CHEM 451: Data & Analysis

Run solvent accessibility calculations for the small hydrophobic seed protein crambin from Crambe hispanica (1CRN) using naccess. Which four residues are least accessible to solvent (total side chain, by percent)? What does that suggest as the major stabilizing factor of this (very) small protein? Prepare a plot of the crambin structure illustrating these interactions.

The accessible surface area story is a bit different for a larger protein. Run solvent accessibility calculations for hexokinase from Sulfolobus tokodaii (thermophilic archaeon) (2E2O). What is the reaction catalyzed by hexokinase? This enzyme is 299 amino acids long, in comparison to the 46 amino acids of crambin. Using the summed absolute accessible surface area for the total side chain calculation, compare the accessible surface per residue for these two proteins.
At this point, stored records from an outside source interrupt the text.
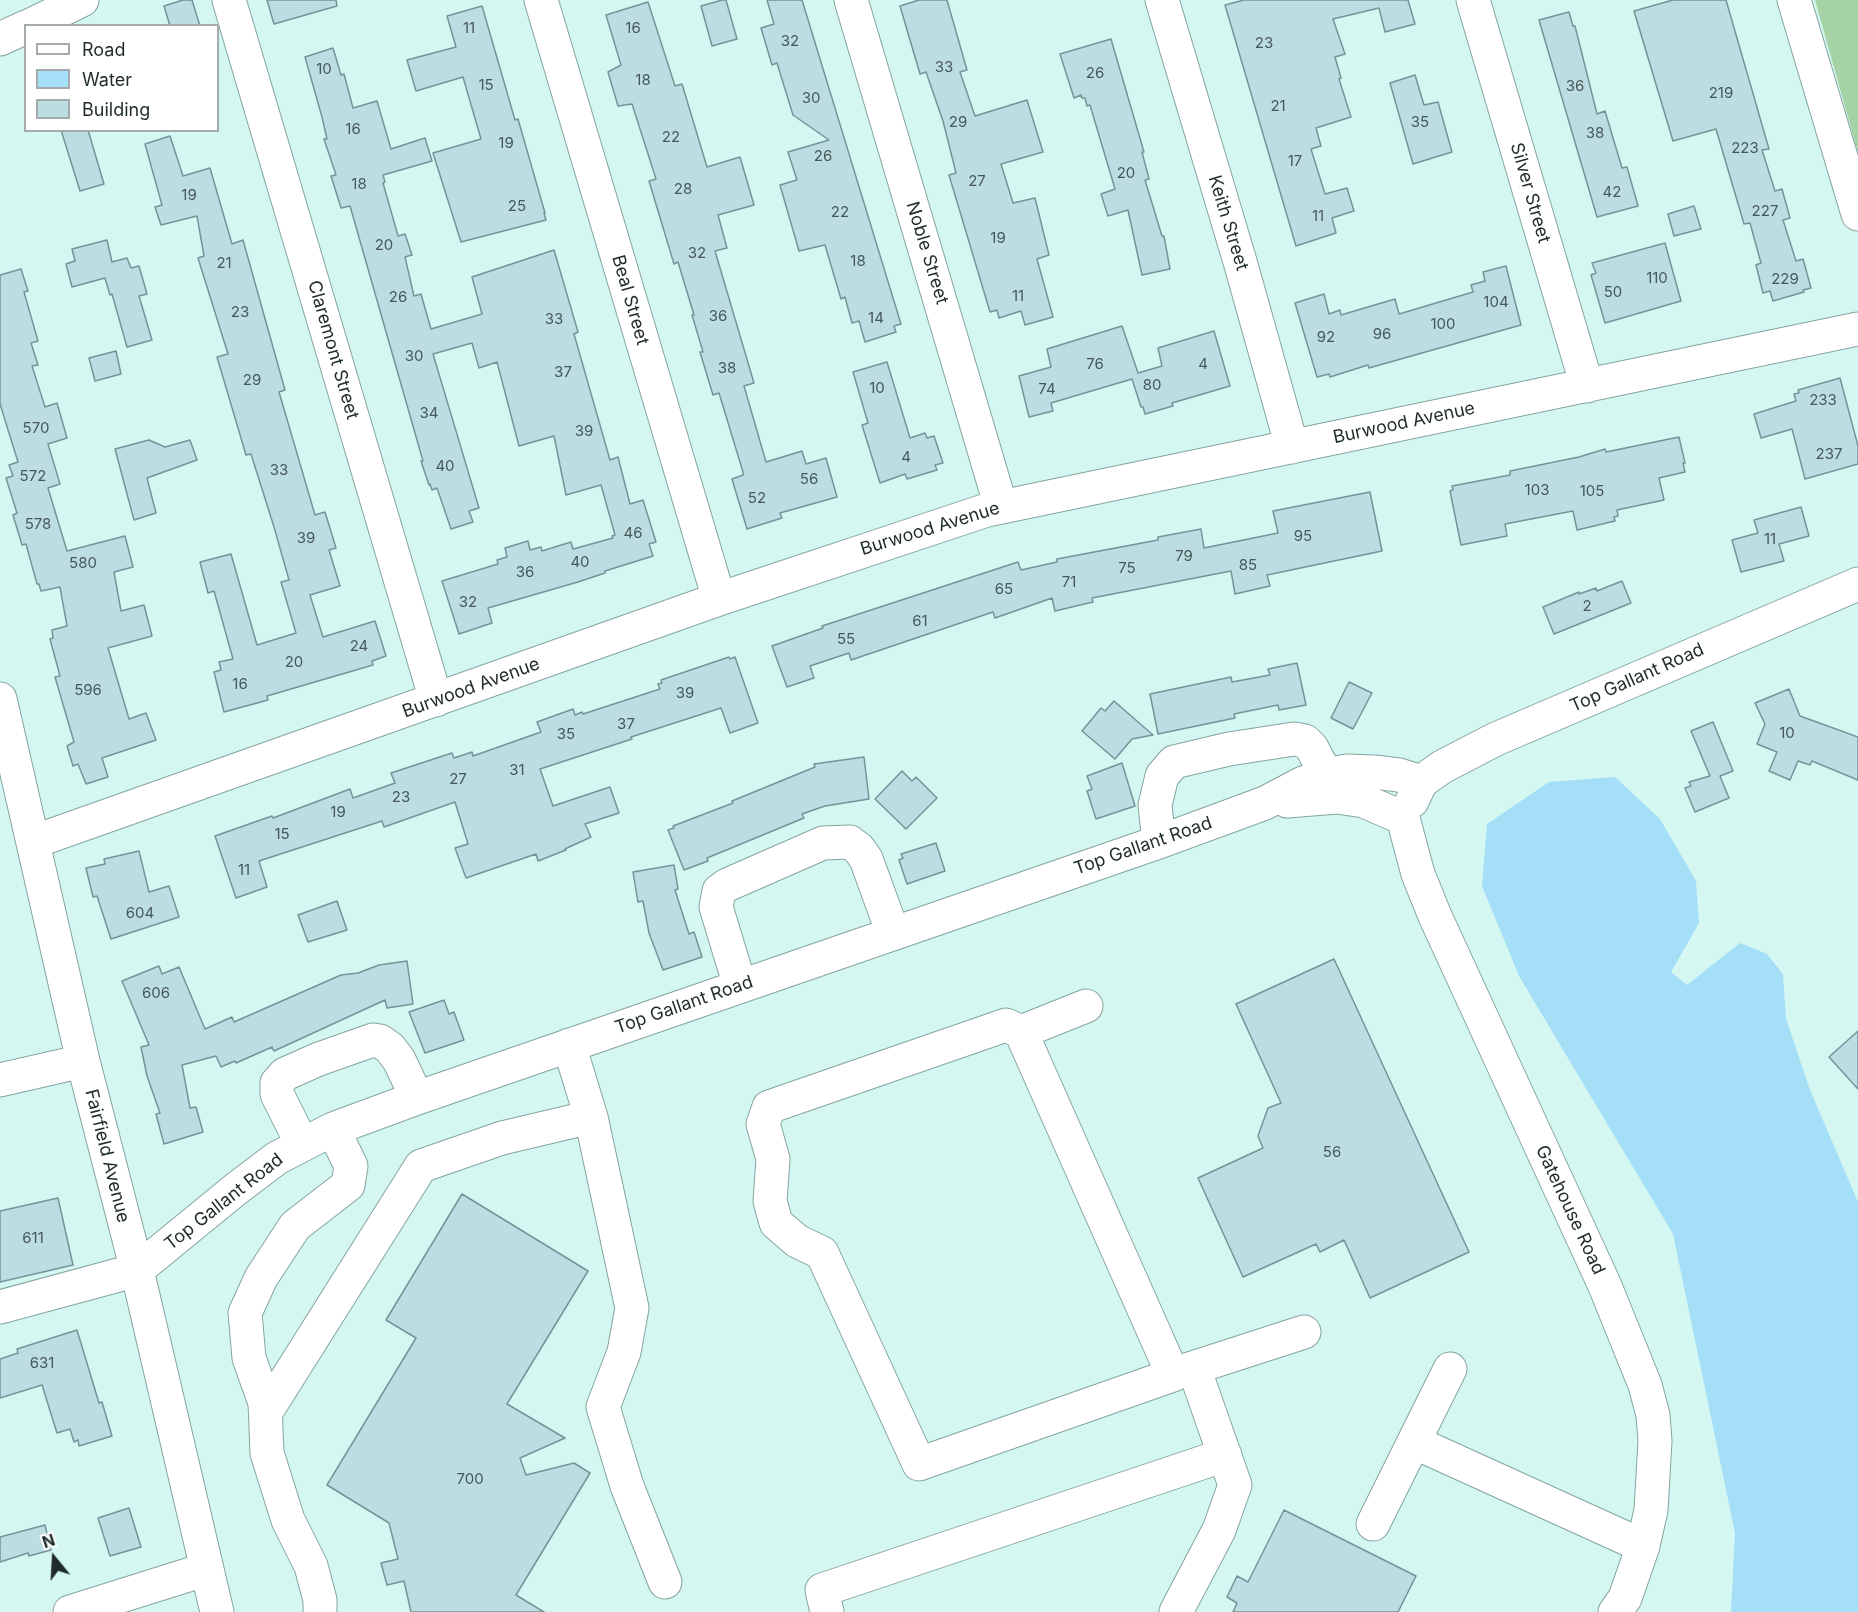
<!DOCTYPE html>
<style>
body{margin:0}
#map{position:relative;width:1858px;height:1612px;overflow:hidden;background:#d5f7f2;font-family:Inter,sans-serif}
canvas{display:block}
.legend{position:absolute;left:24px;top:24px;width:195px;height:108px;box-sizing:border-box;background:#fff;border:2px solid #a5abaa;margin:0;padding:8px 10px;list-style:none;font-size:18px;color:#1f2c2b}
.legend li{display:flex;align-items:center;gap:12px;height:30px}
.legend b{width:30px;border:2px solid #a5abaa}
.north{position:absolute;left:24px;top:1528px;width:60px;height:60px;-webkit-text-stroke:4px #fff;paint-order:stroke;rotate:342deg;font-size:16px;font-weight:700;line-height:24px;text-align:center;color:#1f2c2b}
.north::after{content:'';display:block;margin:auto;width:21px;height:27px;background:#1f2c2b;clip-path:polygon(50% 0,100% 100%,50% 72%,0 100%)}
</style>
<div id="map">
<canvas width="1858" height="1612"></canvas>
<ul class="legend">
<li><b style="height:8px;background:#fff"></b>Road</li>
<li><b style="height:16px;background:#a4def7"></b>Water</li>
<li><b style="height:16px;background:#bcdde2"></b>Building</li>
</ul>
<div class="north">N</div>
</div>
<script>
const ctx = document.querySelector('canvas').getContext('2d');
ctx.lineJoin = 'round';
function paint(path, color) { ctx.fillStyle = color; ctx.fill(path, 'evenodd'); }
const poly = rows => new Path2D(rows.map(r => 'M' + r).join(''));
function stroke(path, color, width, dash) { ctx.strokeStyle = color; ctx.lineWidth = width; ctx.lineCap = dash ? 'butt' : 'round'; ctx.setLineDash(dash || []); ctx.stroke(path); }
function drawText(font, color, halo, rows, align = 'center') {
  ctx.font = font + ' Inter,sans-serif'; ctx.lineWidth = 4.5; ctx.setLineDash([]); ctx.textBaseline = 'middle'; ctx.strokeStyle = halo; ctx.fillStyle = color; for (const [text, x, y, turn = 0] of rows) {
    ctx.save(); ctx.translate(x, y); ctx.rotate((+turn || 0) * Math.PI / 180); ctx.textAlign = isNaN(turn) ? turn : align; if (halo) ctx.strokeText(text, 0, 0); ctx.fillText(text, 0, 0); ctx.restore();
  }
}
const green = poly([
 [1815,0,1858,0,1858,153]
]);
const water = poly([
 [1615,777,1660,819,1696,881,1699,923,1671,972,1687,985,1740,943,1767,954,1783,974,1786,1019,1810,1090,1858,1202,1858,1612,1731,1612,1735,1533,1673,1234,1519,976,1482,886,1487,824,1549,782]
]);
const building = poly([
 [183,0,192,0,200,26,170,26,164,6,183,0],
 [267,0,336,0,337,6,274,24,267,0],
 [722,0,726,0,737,39,712,46,701,6,722,0],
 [767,0,802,0,901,324,894,326,896,332,865,342,859,321,852,323,845,297,841,299,825,245,799,251,780,185,797,180,788,152,829,140,793,115,777,63,772,65,761,28,774,24,767,0],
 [919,0,947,0,967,70,960,72,975,116,1027,100,1043,152,1001,164,1013,203,1035,198,1049,255,1037,259,1053,317,1025,325,1021,311,999,318,997,310,990,312,949,175,956,173,943,121,926,72,920,74,900,6,919,0],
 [1244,0,1408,0,1415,24,1385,32,1379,8,1333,19,1345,54,1335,57,1341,78,1339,79,1351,117,1316,128,1321,146,1311,149,1325,194,1347,188,1354,211,1332,218,1336,233,1296,246,1225,5,1244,0],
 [1673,0,1726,0,1769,149,1762,150,1775,191,1782,189,1790,218,1783,220,1796,261,1803,259,1811,288,1803,290,1804,292,1773,301,1770,291,1763,293,1756,265,1761,263,1750,223,1744,224,1716,129,1673,141,1634,11,1673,0],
 [648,2,675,86,682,84,707,167,740,157,754,205,718,215,727,248,715,251,754,383,744,386,766,462,802,451,806,464,826,458,837,497,780,513,782,518,747,529,732,479,743,475,743,472,719,393,713,395,700,352,703,352,692,315,694,315,678,262,674,264,649,181,656,179,632,104,618,106,608,72,621,65,606,15,648,2],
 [482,6,515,120,518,119,545,213,544,213,546,220,461,242,433,153,481,139,463,77,416,91,407,60,456,47,447,16,482,6],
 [1569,12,1573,26,1575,26,1597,114,1605,111,1622,168,1627,167,1638,206,1597,217,1539,20,1569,12],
 [1111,39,1144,152,1142,152,1149,179,1145,180,1162,236,1164,236,1170,269,1142,275,1128,210,1108,216,1101,194,1115,189,1090,105,1087,106,1085,98,1082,98,1081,95,1074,98,1060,54,1111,39],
 [333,48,341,75,344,74,353,108,377,101,391,149,425,138,432,161,383,175,385,182,383,183,398,236,405,234,412,255,405,257,414,296,421,294,431,329,482,314,472,277,554,250,578,332,574,334,610,460,618,457,630,504,643,500,656,542,649,544,653,556,605,571,605,573,578,582,488,608,492,623,459,634,442,581,498,564,497,560,507,557,505,548,528,541,530,550,541,547,542,551,571,542,573,549,613,538,612,536,615,535,601,485,566,495,554,436,519,446,497,362,479,368,472,343,433,354,479,508,469,511,473,522,451,529,437,488,432,490,430,484,429,485,421,461,423,461,350,206,341,208,331,176,336,175,324,139,327,139,322,117,305,57,333,48],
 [1415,75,1424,105,1438,102,1452,152,1413,164,1390,83,1415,75],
 [61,130,88,130,104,184,80,191,61,130],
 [170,136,183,176,210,168,232,244,243,240,285,390,279,392,315,515,325,512,336,548,329,550,340,586,310,595,323,637,375,621,386,656,372,661,373,665,267,696,268,700,224,712,214,672,221,670,219,662,233,659,214,591,208,593,200,562,231,554,257,645,296,633,281,582,289,580,274,527,251,454,246,455,217,357,228,354,198,258,204,256,197,216,161,225,155,207,162,205,145,144,170,136],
 [1694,206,1701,229,1674,236,1668,214,1694,206],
 [107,240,112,262,127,258,131,268,139,266,147,294,139,296,152,340,127,347,112,294,110,295,105,278,72,287,66,264,75,261,72,249,107,240],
 [1665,243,1681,301,1605,323,1591,275,1596,273,1592,263,1665,243],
 [1506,266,1521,325,1369,368,1368,365,1330,377,1329,374,1317,377,1295,303,1324,294,1329,314,1340,310,1341,315,1395,299,1399,314,1473,292,1471,285,1485,281,1483,272,1506,266],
 [21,269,28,291,24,292,38,341,31,343,38,365,32,366,45,407,57,403,67,438,48,444,60,484,48,488,67,551,125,536,133,567,114,572,121,611,144,605,152,636,108,648,129,719,146,713,156,740,102,758,108,777,86,784,78,764,73,766,67,746,74,742,55,677,60,676,50,639,53,638,52,630,67,626,60,587,41,591,39,584,37,584,26,544,22,545,13,515,17,513,6,478,13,476,9,465,18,462,0,404,0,275,21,269],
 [1122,326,1138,373,1162,366,1158,348,1214,331,1230,386,1172,403,1173,406,1145,414,1143,407,1141,407,1132,379,1051,403,1053,411,1029,417,1019,376,1051,367,1047,349,1122,326],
 [116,351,121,374,95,381,89,358,116,351],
 [887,362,910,438,925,433,927,438,934,436,943,463,935,465,937,470,907,479,905,474,880,483,862,425,868,423,853,372,887,362],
 [1840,378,1858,446,1858,464,1805,479,1792,429,1761,438,1754,414,1796,401,1794,394,1799,393,1798,390,1840,378],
 [1679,437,1685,463,1683,463,1685,472,1659,478,1664,500,1617,510,1618,516,1614,517,1615,521,1577,530,1573,511,1505,524,1507,536,1461,545,1450,491,1453,490,1452,486,1510,475,1510,471,1579,457,1605,449,1606,452,1679,437],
 [149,440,165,447,190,440,197,460,147,478,156,513,134,520,115,449,149,440],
 [1370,492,1382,551,1267,575,1270,586,1235,594,1231,571,1092,598,1093,602,1055,611,1052,598,995,618,993,612,851,660,849,653,810,666,814,678,787,687,772,646,823,628,822,626,1018,562,1021,570,1057,562,1057,559,1158,540,1158,537,1201,529,1204,548,1278,533,1273,511,1370,492],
 [1801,507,1809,536,1779,544,1784,561,1741,572,1732,540,1758,533,1754,520,1801,507],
 [1622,581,1631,603,1554,634,1543,607,1579,592,1579,594,1596,588,1597,591,1622,581],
 [729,657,730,659,735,657,758,723,730,733,721,708,631,737,632,739,540,769,553,806,610,787,619,813,585,824,591,837,565,849,566,850,538,861,536,854,466,878,455,848,468,844,455,802,384,827,382,821,259,861,267,887,236,898,215,836,272,816,273,818,350,789,353,798,395,783,391,773,452,753,454,758,472,752,473,756,541,732,537,722,573,709,575,715,582,712,583,714,660,689,658,684,662,683,661,680,729,657],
 [1297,663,1306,705,1279,710,1278,705,1234,714,1235,718,1158,734,1150,694,1231,677,1232,682,1270,675,1268,669,1297,663],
 [1349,682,1372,693,1353,729,1331,718,1349,682],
 [1789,689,1800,716,1858,737,1858,780,1812,761,1810,765,1798,761,1790,780,1769,771,1777,752,1757,744,1765,724,1755,703,1789,689],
 [1114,701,1153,735,1132,739,1115,759,1082,731,1101,708,1105,711,1114,701],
 [1713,722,1733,771,1720,776,1729,798,1695,812,1685,788,1691,786,1689,782,1710,776,1691,731,1713,722],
 [864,757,869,799,825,806,802,814,804,818,707,858,708,861,684,870,668,830,674,828,673,826,733,803,732,801,815,767,814,764,864,757],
 [1122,763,1135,806,1096,819,1088,794,1087,791,1092,789,1087,776,1122,763],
 [902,771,912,781,916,777,937,798,906,829,875,799,902,771],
 [936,843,945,871,907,884,899,860,903,858,901,854,936,843],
 [139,851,149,892,169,886,179,917,111,939,97,896,93,897,86,868,105,864,104,859,139,851],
 [674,865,678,889,675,890,689,934,694,932,702,957,663,970,649,933,643,901,638,902,633,872,674,865],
 [337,901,347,930,308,942,298,915,337,901],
 [1334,959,1469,1252,1370,1298,1344,1240,1320,1252,1316,1244,1243,1277,1198,1178,1263,1148,1258,1136,1268,1108,1281,1103,1236,1004,1334,959],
 [407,961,413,1004,387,1008,385,1000,274,1051,272,1047,236,1063,235,1061,221,1067,216,1056,182,1065,190,1108,196,1107,203,1132,164,1144,156,1114,160,1113,147,1076,141,1047,149,1045,122,981,159,966,162,974,179,967,205,1029,232,1017,234,1022,341,975,358,973,379,965,407,961],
 [444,1000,449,1014,454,1012,464,1040,425,1053,409,1012,444,1000],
 [1858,1031,1858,1089,1829,1057,1858,1031],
 [462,1194,588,1271,507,1404,565,1438,520,1458,526,1475,574,1463,590,1473,516,1595,544,1612,411,1612,404,1581,387,1585,381,1563,398,1559,389,1523,327,1485,416,1338,386,1320,462,1194],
 [58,1198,73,1265,0,1282,0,1211,58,1198],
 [77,1330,99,1403,102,1402,112,1436,79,1446,78,1440,74,1442,70,1429,57,1433,42,1385,0,1398,0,1359,18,1353,17,1349,77,1330],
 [129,1508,141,1547,110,1556,98,1518,129,1508],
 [1284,1510,1416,1576,1398,1612,1233,1612,1237,1603,1227,1597,1237,1576,1248,1582,1284,1510],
 [45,1525,51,1550,29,1556,28,1553,0,1562,0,1537,45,1525]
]);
const minor = poly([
 [229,0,436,700],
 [541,0,719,599],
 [851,0,1001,507],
 [1162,0,1241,265,1292,447],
 [1473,0,1587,386],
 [1794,0,1858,214],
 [29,26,82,0],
 [0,39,26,27],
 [0,699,83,1061,137,1270,217,1612],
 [1287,801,1337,797,1364,801,1403,818],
 [1412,801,1421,782,1442,767,1496,739,1858,584],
 [1403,818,1418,874,1435,916,1605,1286,1645,1385,1653,1415,1655,1441,1651,1510,1643,1546,1625,1598,1615,1612],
 [33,842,719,599,987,510,1858,329],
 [1159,842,1155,805,1162,776,1174,762,1229,749,1294,739,1305,741,1312,748,1326,775],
 [740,986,716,907,719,891,727,885,823,843,850,842,859,849,866,859,893,933],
 [1021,1032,1173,1375,919,1464,822,1253,797,1241,776,1223,770,1201,773,1159,763,1124,769,1107,1006,1025,1021,1032,1086,1006],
 [569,1045,591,1117,632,1308,624,1352,603,1407,627,1486,665,1582],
 [0,1080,83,1061],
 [302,1144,277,1094,277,1083,285,1074,319,1059,373,1040,380,1041,390,1048,399,1060,417,1098],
 [0,1307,137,1270,236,1189,277,1158,333,1129,417,1098,1159,842,1265,803,1303,783,1326,775,1347,771,1374,772,1399,775,1421,782],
 [1174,1374,1304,1332],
 [266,1412,421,1166,502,1138,591,1117],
 [1414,1442,1643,1546],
 [1373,1524,1450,1369],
 [70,1612,207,1569],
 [320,1612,320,1600,311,1566,288,1520,267,1453,265,1403,249,1358,245,1313,261,1278,295,1226,348,1185,351,1166,333,1129],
 [827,1612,822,1590,1225,1455],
 [1176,1612,1219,1530,1235,1485,1194,1368]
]);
const numberNames = [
 ["11",469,28],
 ["16",633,28],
 ["32",790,41],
 ["23",1264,43],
 ["33",944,67],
 ["10",324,69],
 ["26",1095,73],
 ["18",643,80],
 ["15",486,85],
 ["36",1575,86],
 ["219",1721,93],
 ["30",811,98],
 ["21",1278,106],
 ["29",958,122],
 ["35",1420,122],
 ["16",353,129],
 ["38",1595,133],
 ["22",671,137],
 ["19",506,143],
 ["223",1745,148],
 ["26",823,156],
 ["17",1295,161],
 ["20",1126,173],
 ["27",977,181],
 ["18",359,184],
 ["28",683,189],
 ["42",1612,192],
 ["19",189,195],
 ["25",517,206],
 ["227",1765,211],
 ["22",840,212],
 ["11",1318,216],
 ["19",998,238],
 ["20",384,245],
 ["32",697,253],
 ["18",858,261],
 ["21",224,263],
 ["110",1657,278],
 ["229",1785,279],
 ["50",1613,292],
 ["11",1018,296],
 ["26",398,297],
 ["104",1496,302],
 ["23",240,312],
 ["36",718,316],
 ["14",876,318],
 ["33",554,319],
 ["100",1443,324],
 ["96",1382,334],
 ["92",1326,337],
 ["30",414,356],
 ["76",1095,364],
 ["4",1203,364],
 ["38",727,368],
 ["37",563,372],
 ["29",252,380],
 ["80",1152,385],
 ["10",877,388],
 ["74",1047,389],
 ["233",1823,400],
 ["34",429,413],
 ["570",36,428],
 ["39",584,431],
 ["237",1829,454],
 ["4",906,457],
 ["40",445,466],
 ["33",279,470],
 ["572",33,476],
 ["56",809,479],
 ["103",1537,490],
 ["105",1592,491],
 ["52",757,498],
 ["578",38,524],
 ["46",633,533],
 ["95",1303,536],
 ["39",306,538],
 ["11",1770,539],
 ["79",1184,556],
 ["40",580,562],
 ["580",83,563],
 ["85",1248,565],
 ["75",1127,568],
 ["36",525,572],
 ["71",1069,582],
 ["65",1004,589],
 ["32",468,602],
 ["2",1587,606],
 ["61",920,621],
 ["55",846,639],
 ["24",359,646],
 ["20",294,662],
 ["16",240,684],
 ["596",88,690],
 ["39",685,693],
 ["37",626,724],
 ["10",1787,733],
 ["35",566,734],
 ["31",517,770],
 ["27",458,779],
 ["23",401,797],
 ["19",338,812],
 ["15",282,834],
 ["11",244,870],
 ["604",140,913],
 ["606",156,993],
 ["56",1332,1152],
 ["611",33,1238],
 ["631",42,1363],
 ["700",470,1479]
];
const streetNames = [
 ["Silver Street",1530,193,74],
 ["Keith Street",1228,223,73],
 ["Noble Street",927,253,73],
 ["Beal Street",630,300,74],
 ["Claremont Street",333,350,74],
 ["Burwood Avenue",1404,423,-12],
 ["Burwood Avenue",930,529,-17],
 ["Top Gallant Road",1637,678,-24],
 ["Burwood Avenue",471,688,-20],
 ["Top Gallant Road",1143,846,-19],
 ["Top Gallant Road",684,1005,-19],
 ["Fairfield Avenue",107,1156,76],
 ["Top Gallant Road",224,1202,-38],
 ["Gatehouse Road",1570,1210,65]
];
paint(green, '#a5d3a5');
paint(water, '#a4def7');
paint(building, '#bcdde2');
stroke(building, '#759499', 1.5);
stroke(minor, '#84a4a0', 35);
stroke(minor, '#fff', 33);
drawText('15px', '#465859', null, numberNames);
drawText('18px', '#1f2c2b', '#fff', streetNames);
</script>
Is the result what you expected? What can you conclude about the conformational stability of this larger protein?

Bacteriophage T4 lysozyme may well be the best studied protein structure of all time (917 structures at the RCSB PDB currently; it crystallizes exceptionally well making it a common choice for structural studies). Using one of those structures (2LZM) run solvent accessibility calculations. Prepare a plot of the protein illustrating all side chains which are less than or equal to two percent accessible (ninety-eight percent buried, see Total Sidechain, Relative). What do you notice about these residues, and what does that suggest for larger proteins, proteins typically made of a number of small(er) domains?

Run solvent accessibility calculations for the November 2017 PDBselect list. Now, that list is based on polypeptide chains, which may come in structures with other polypeptides. In order to simplify our analysis logic later, use an option of gfp, the -c option, to output only the specified chain. This option requires a five character input code, the four characters of the PDB ID and the one character chain ID, that is the full five character ID listed in the PDBselect file. The naccess program is a combination of shell script and compiled executable which does not lend itself easily to use with xargs. There is a script which will run naccess for all PDB files (*.pdb) in the current working directory, run-naccess. This script needs no arguments or options, but is likely to run for a while. In order to make sense out of these data, the program accres will mine the *.rsa files extracting the relative accessibilities for the side chains of a given amino acid type. This program "bins" each residue by accessibility, essentially producing the histogram of number of residues as a function of accessibility in bins of width 10 percent. Command line syntax is illustrated below:

Here, in brief, the program is called with one named argument (res=ALA) where the amino acid code is the amino acid for which to prepare the report, and *.rsa relies on shell wild card expansion to supply each relative solvent accessibility file in the current directory on the command line. Run this analysis on the PDBselect list for all twenty amino acids. Use these data to establish a scale of hydrophobicity for the amino acids.

With these data, compare your results to a measured scale of hydrophobicity such as that of Fauchere and Pliska, 1983 who generated a hydrophobicity scale by measuring the free energy of transfer of amino acids from water to n-octanol. In their scale, positive numbers are hydrophobic, negative numbers hydrophilic and glycine is the neutral point. Do your results agree? Why might this be (or not) the case?

The laboratory of George Rose performed a similar study in 1985, before bioinformatics was hip, publishing the results in a Science paper. How do their results compare to your results? On which data set would you prefer to base a hydrophobicity scale, model compound data or protein survey data? Why?